How the European Internet Rose Up Against ACTA

Photo: Macaroononastick/Flickr

Prime Minister Donald Tusk of Poland sent a letter to his fellow leaders in the EU Friday urging them to reject ACTA, reversing Poland’s course with the controversial intellectual-property treaty, and possibly taking Europe with them.

“I was wrong,” Tusk explained to a news conference, confessing his government had acted recklessly with a legal regime that wasn’t right for the 21st century. The reversal came after Tusk’s own strong statements in support of ACTA and condemnation of Anonymous attacks on Polish government sites, and weeks of street protest in Poland and across Europe.

The seeming overnight success came after both years of work by European NGOs, and the spark of the SOPA/PIPA protests in America (which included Wired.com).

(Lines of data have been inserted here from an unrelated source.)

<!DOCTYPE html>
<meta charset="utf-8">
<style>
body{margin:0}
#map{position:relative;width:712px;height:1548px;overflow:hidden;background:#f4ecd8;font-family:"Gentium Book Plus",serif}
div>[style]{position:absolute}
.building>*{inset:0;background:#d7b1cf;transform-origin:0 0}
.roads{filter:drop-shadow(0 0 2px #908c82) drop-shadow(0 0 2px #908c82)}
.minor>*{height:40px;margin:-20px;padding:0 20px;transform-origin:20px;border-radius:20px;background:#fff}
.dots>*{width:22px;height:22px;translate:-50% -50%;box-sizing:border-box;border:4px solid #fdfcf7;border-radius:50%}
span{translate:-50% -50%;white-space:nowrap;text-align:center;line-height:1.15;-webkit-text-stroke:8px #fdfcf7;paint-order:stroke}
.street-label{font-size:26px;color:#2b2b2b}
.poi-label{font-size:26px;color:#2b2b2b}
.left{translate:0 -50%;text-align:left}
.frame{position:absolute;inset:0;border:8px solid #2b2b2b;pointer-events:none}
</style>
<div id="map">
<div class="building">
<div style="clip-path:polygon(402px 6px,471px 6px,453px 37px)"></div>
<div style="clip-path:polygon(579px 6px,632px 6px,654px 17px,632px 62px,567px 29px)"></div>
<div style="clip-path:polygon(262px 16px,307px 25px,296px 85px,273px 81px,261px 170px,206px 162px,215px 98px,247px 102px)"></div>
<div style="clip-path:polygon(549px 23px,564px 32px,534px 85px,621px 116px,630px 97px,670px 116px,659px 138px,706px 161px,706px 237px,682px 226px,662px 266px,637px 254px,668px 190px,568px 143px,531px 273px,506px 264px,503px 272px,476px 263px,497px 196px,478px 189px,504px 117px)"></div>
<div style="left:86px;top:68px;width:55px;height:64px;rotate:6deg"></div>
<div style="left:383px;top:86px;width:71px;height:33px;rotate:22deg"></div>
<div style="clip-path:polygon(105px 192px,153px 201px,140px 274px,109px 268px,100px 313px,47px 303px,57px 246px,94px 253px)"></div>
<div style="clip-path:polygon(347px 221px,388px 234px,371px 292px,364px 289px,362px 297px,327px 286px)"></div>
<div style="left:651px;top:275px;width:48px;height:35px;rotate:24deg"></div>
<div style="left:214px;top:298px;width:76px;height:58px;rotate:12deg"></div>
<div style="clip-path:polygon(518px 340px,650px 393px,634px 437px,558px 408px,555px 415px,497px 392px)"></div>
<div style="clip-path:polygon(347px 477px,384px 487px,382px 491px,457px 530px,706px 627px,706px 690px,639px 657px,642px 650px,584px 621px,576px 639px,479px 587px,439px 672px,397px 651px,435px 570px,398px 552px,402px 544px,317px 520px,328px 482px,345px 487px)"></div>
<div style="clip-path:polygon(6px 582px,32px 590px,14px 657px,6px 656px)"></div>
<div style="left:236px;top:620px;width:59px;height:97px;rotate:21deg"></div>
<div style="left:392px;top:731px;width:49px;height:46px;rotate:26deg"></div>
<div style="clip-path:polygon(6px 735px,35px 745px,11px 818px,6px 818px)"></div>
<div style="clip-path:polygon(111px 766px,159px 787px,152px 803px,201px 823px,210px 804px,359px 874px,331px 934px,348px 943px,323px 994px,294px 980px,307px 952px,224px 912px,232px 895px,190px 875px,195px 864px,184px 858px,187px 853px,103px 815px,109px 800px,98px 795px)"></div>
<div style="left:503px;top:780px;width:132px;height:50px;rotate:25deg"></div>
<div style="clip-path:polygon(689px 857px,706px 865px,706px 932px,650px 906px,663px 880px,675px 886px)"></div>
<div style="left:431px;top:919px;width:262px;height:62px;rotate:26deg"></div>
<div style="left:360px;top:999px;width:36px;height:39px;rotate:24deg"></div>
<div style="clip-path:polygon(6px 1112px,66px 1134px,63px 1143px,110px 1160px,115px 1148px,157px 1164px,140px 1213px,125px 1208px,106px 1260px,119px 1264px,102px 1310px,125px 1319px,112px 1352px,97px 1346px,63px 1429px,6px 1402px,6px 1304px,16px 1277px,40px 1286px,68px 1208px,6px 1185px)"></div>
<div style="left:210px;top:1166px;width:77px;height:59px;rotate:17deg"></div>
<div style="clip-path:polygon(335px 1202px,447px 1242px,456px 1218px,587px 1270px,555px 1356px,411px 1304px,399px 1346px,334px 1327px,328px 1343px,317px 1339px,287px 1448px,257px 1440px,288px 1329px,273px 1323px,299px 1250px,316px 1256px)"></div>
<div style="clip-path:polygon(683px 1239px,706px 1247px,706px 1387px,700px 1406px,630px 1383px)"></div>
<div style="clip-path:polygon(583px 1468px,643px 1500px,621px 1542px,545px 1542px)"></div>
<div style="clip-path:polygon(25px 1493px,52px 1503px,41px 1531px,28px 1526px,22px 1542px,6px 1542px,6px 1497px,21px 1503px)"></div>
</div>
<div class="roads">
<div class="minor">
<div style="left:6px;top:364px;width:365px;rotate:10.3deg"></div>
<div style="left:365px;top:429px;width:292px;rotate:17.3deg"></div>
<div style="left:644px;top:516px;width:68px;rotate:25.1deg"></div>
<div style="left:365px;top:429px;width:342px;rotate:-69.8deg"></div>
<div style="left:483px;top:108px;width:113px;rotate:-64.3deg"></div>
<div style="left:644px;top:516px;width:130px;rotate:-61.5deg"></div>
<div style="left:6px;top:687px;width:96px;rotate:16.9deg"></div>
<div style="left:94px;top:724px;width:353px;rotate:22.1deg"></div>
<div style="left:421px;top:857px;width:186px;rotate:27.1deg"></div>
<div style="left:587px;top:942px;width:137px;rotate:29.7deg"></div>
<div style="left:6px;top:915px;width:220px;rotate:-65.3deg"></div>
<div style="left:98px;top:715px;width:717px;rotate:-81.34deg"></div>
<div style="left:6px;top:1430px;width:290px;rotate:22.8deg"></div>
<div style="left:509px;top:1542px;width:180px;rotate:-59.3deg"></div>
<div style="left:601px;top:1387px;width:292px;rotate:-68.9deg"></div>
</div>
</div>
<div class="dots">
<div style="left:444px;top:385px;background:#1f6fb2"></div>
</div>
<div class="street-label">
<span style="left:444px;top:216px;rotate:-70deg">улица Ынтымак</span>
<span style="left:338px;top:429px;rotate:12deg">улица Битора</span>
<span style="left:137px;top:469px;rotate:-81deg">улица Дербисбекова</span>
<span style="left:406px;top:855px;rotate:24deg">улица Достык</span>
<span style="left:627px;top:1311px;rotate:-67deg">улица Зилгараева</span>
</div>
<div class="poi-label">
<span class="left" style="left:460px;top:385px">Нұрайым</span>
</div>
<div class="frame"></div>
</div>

ACTA, or the Anti-Counterfeiting Trade Agreement, is an international treaty that was negotiated in secret over the span of four years. While the provisions are currently public, their genesis was hidden from democratic scrutiny, and most nations signed on to ACTA without any chance for their citizenry to review or comment on the process. Beyond its undemocratic origins, it’s often unclear how ACTA’s requirements would be implemented, or could be implemented without creating a technical architecture online that restricts speech. For instance, ACTA’s harsh DMCA-like provisions against anti-circumvention could effectively render some free software, which by its nature can’t support DRM, illegal in the Western world.

Many in Europe, and especially the former Soviet-controlled countries like Poland, are sensitive to anything that smacks of censorship. Activists in places like Poland and Germany saw the specter of authoritarian control in both the secretive imposition of ACTA and in the possible consequences of its technical provisions. The American architects of ACTA, not having had the recent experience of oppression, seem to have often been tone-deaf to the European fears.

Mike “rysiek” Woźniak, vice-president of the board of the Polish Free and Open Source Software Foundation, has been working against ACTA for three years. But in the wake of the SOPA/PIPA protests, the people were ready to listen.

“[The Polish people] felt they were left out of the loop, somebody made an important decision for them and without their knowledge,” Woźniak said. People began to self-organize on Facebook, and the NGOs like Woźniak’s stepped in to give them tips on lawful and effective protests.

On Jan. 25, tens of thousands of Poles from across the political spectrum turned out on the streets of Polish cities to protest the Treaty. Popular Polish websites went dark in echos of the English-language Wikipedia’s Jan. 18 day of darkness (which Wired also participated in). In a moment that generated an iconic image that has raced around the net, members of the Polish Parliament simultaneously donned Anonymous-style Guy Fawkes masks to show their disapproval of ACTA, even as DDOS attacks were still being launched against government sites by the hacker collective.

On Feb. 6, all this activity culminated in an unprecedented conversation between Polish Prime Minister Donald Tusk and — for want of a better word — the internet, that lasted the better part of seven hours.

People used social media to lob questions and comments, but when the anti-ACTA NGOs involved said Twitter and Facebook were not sufficiently open and transparent platforms for voicing public opinions and suggested IRC (Internet Relay Chat) the government agreed. #debataACTA and #debataACTA-pytania were set up on the IRC server of the political hacker group Telecomix, where a geekier set came to participate. The discussions were projected for the PM who answer questions and points for hours while the event was livestreamed and broadcasted over Polish TV and Radio.

Meanwhile, ACTA was causing furor across Europe as thousands turned out from Slovenia to Sweden to Germany.

The Slovenian ambassador who signed ACTA issued a penitent statement about her actions, saying “I signed ACTA out of civic carelessness, because I did not pay enough attention,” even apologizing to her own children, as well as her people. February 11 was declared an Anti-ACTA protest day, with protests in hundreds of European cities, including something north of 30,000 people in Germany.

Then today in Poland, the place that started the European backlash, the Prime Minister issued his total reversal and advised his peers across Europe to join him.

“The fact that the PM called the EU to reject the treaty and the fact that he indicated a strong need for a serious debate on intellectual property law reform is of crucial importance, we agree with that completely. We do hope these are the first steps in a long process and hope that this move will be followed by next, confirming this government’s dedication to solving these issues,” says Woźniak, “This is the first step, an important one, but still just a step… but it does feel like there is a change of air.”

At this point many countries in Europe that have signed the treaty have set aside ratification in response to public outcry, effectively hampering the ratification and implementation of the treaty.